* TASK
Among the records, find the lines that hold the string "above" and return them.

* LISTED RECORDS
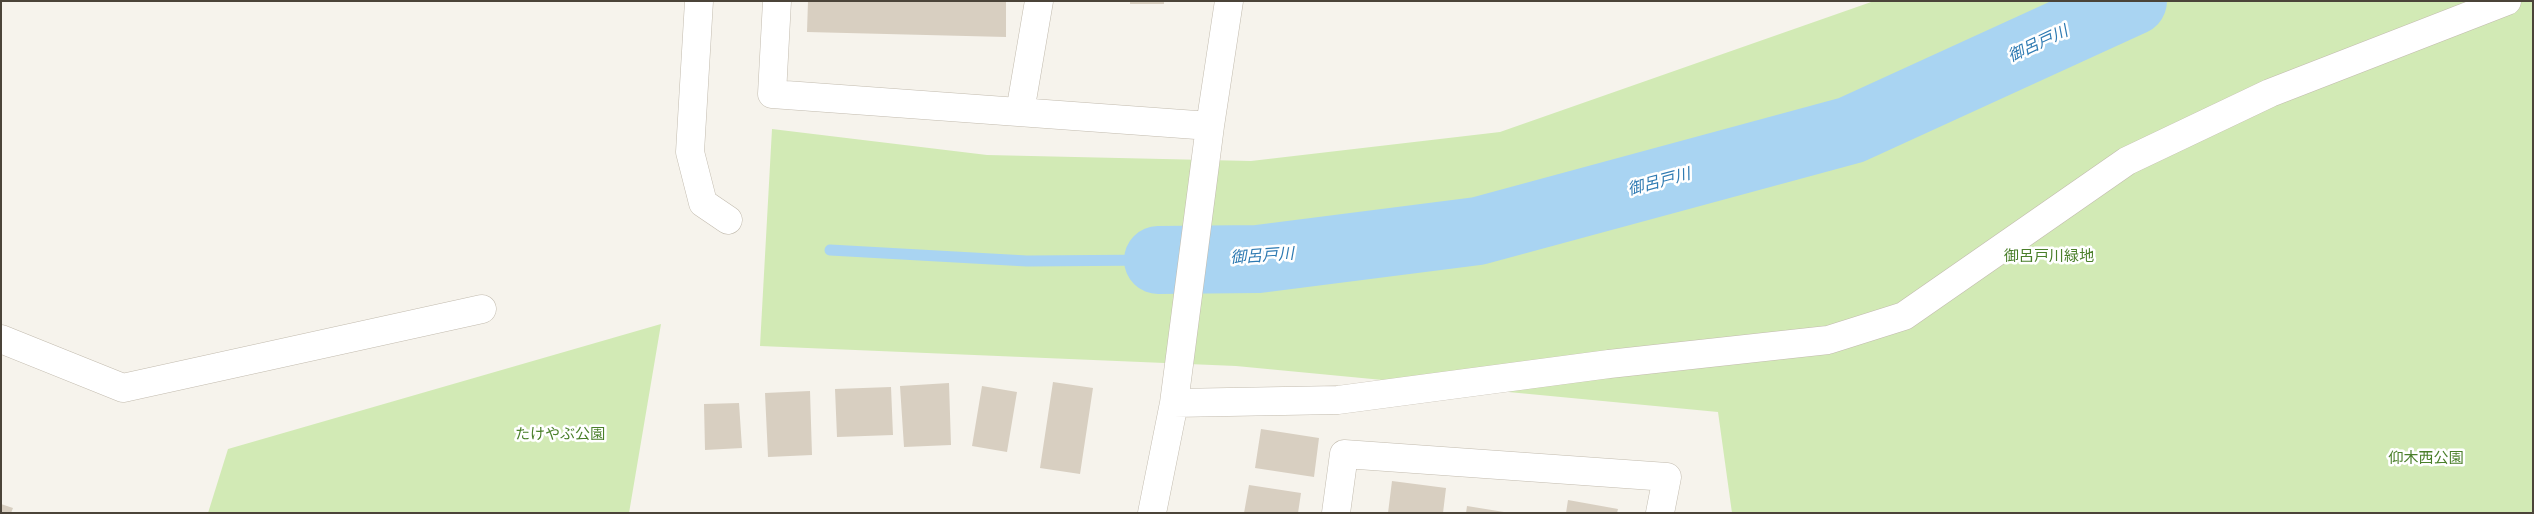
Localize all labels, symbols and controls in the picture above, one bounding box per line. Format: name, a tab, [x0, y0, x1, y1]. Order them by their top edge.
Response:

==

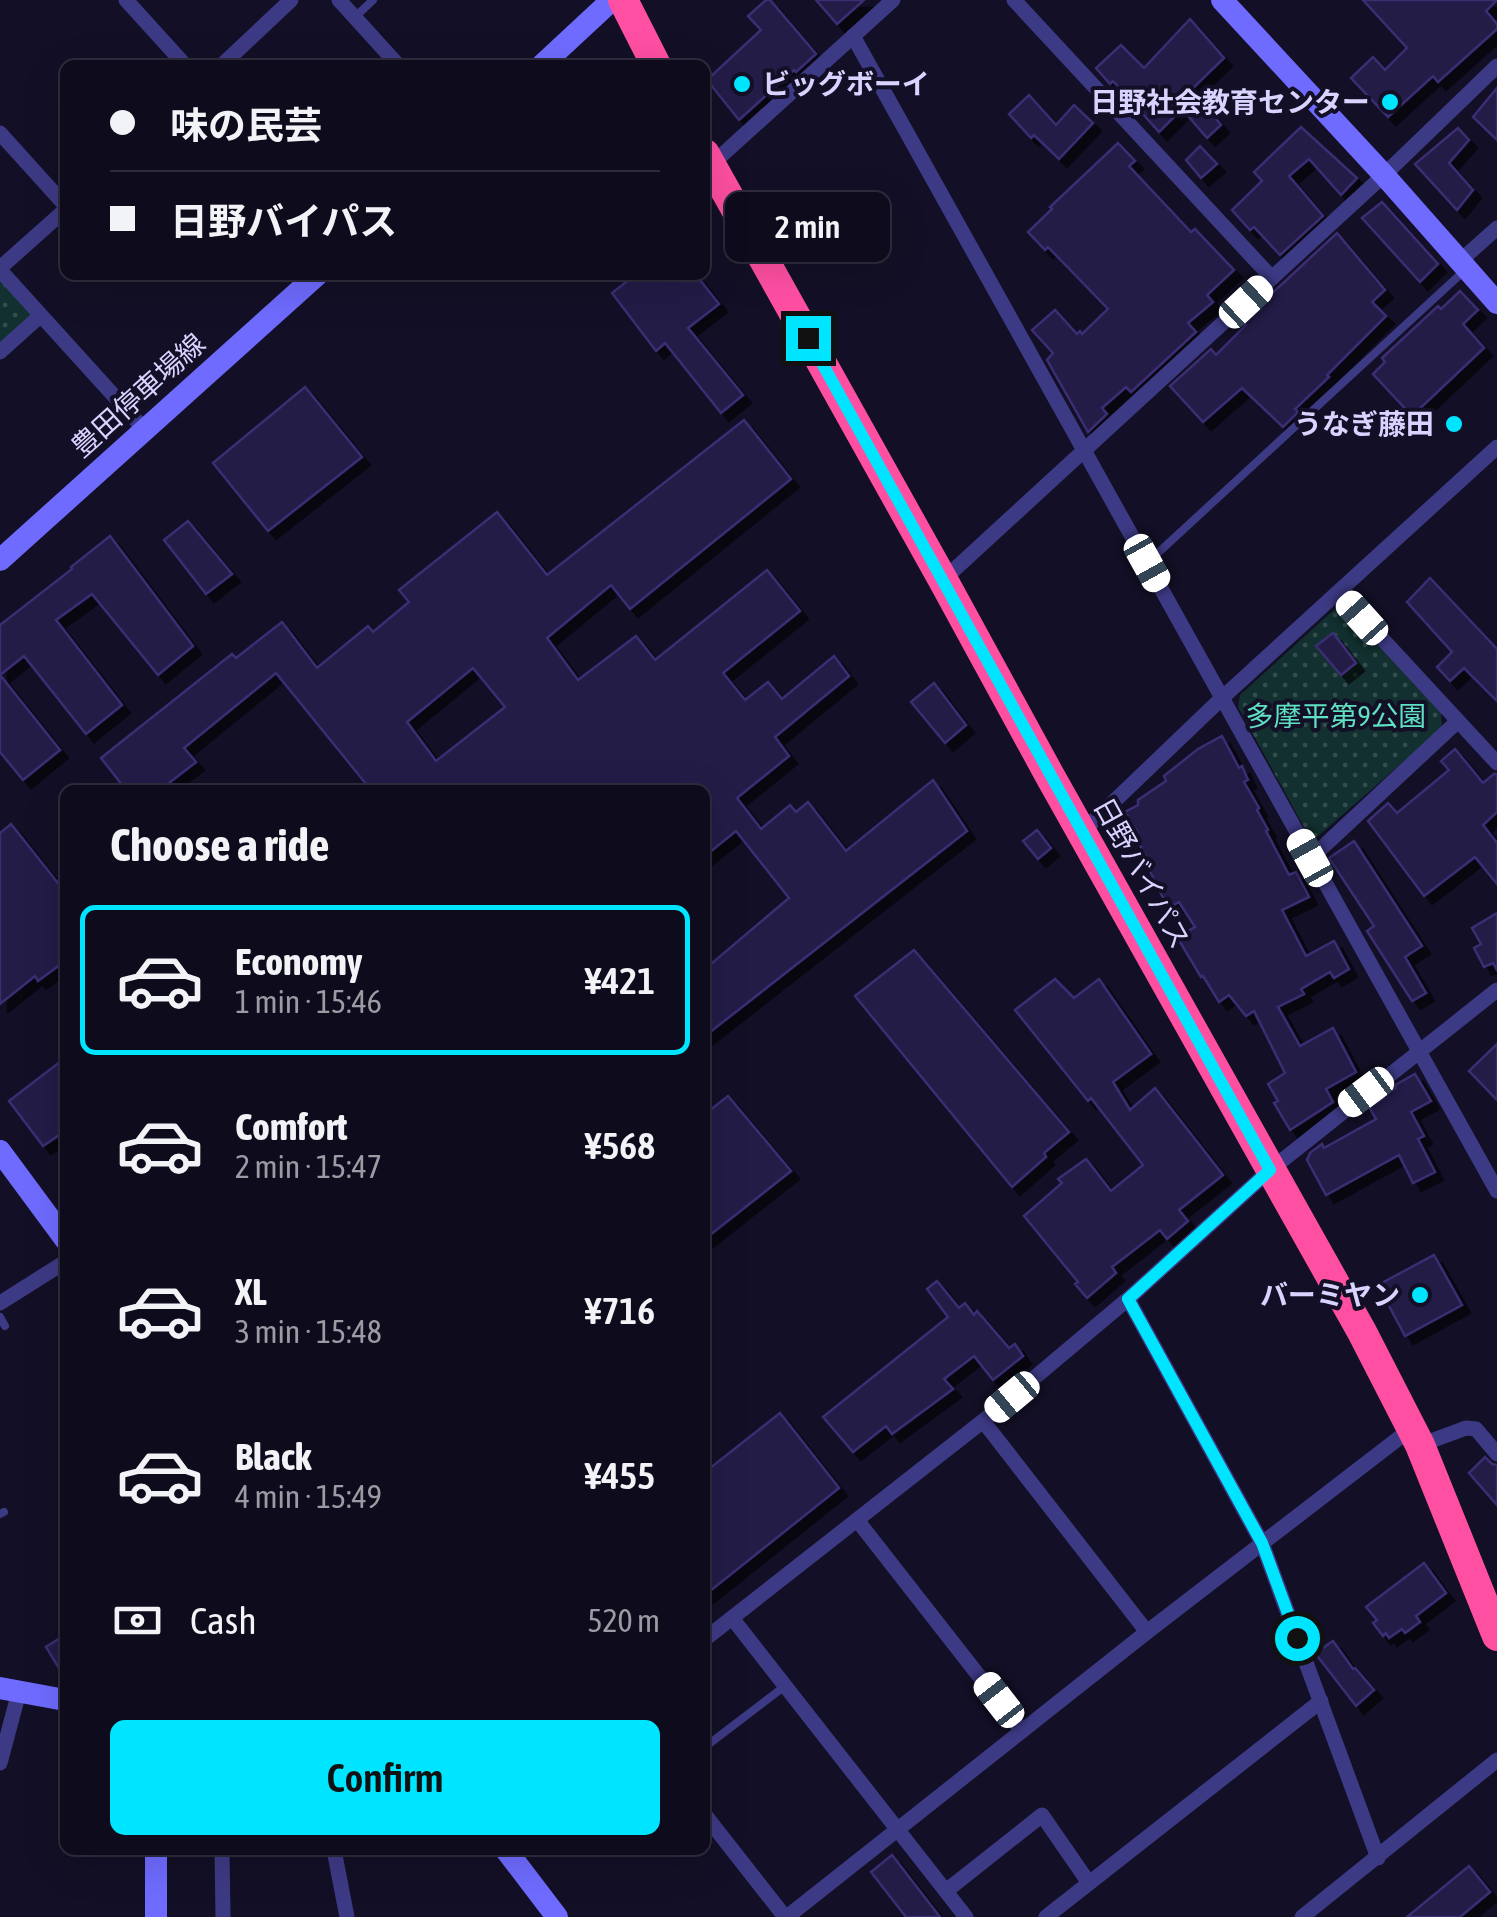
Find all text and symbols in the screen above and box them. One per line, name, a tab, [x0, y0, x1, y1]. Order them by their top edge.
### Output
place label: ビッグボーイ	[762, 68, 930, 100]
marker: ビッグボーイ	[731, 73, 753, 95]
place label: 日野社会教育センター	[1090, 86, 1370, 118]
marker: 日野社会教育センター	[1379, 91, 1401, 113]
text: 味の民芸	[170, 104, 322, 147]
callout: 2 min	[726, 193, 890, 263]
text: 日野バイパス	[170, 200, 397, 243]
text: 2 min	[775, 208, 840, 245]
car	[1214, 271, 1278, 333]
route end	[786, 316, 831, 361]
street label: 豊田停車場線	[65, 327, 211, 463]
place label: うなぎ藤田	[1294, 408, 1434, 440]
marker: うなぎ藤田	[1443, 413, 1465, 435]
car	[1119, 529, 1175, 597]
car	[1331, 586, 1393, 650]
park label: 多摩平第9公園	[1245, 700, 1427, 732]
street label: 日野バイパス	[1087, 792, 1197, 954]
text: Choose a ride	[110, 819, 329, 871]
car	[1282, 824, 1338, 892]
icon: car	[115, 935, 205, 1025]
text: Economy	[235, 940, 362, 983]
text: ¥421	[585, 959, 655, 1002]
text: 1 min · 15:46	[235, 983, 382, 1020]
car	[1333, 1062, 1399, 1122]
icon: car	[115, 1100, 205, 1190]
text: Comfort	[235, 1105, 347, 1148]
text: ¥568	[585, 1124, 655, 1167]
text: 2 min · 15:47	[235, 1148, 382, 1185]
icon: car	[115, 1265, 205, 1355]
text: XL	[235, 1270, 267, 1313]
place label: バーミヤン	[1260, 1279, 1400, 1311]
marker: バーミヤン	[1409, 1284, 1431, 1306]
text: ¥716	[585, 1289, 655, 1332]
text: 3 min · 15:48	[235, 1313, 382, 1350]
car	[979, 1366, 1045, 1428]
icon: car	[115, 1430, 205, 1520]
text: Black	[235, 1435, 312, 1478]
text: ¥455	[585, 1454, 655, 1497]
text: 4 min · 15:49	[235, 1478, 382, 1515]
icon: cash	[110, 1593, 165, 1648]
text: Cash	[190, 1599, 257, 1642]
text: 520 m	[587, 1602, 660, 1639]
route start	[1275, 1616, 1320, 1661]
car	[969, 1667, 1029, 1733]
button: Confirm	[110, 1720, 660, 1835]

* SOLUTION TO THE EXERCISE
Localize all labels, symbols and controls in the picture above, one bounding box per line. Format: name, a tab, [x0, y0, x1, y1]. Order them by their top edge.
Find all text and symbols in the screen above and box them. One per line, name, a tab, [x0, y0, x1, y1]. Order them by their top edge.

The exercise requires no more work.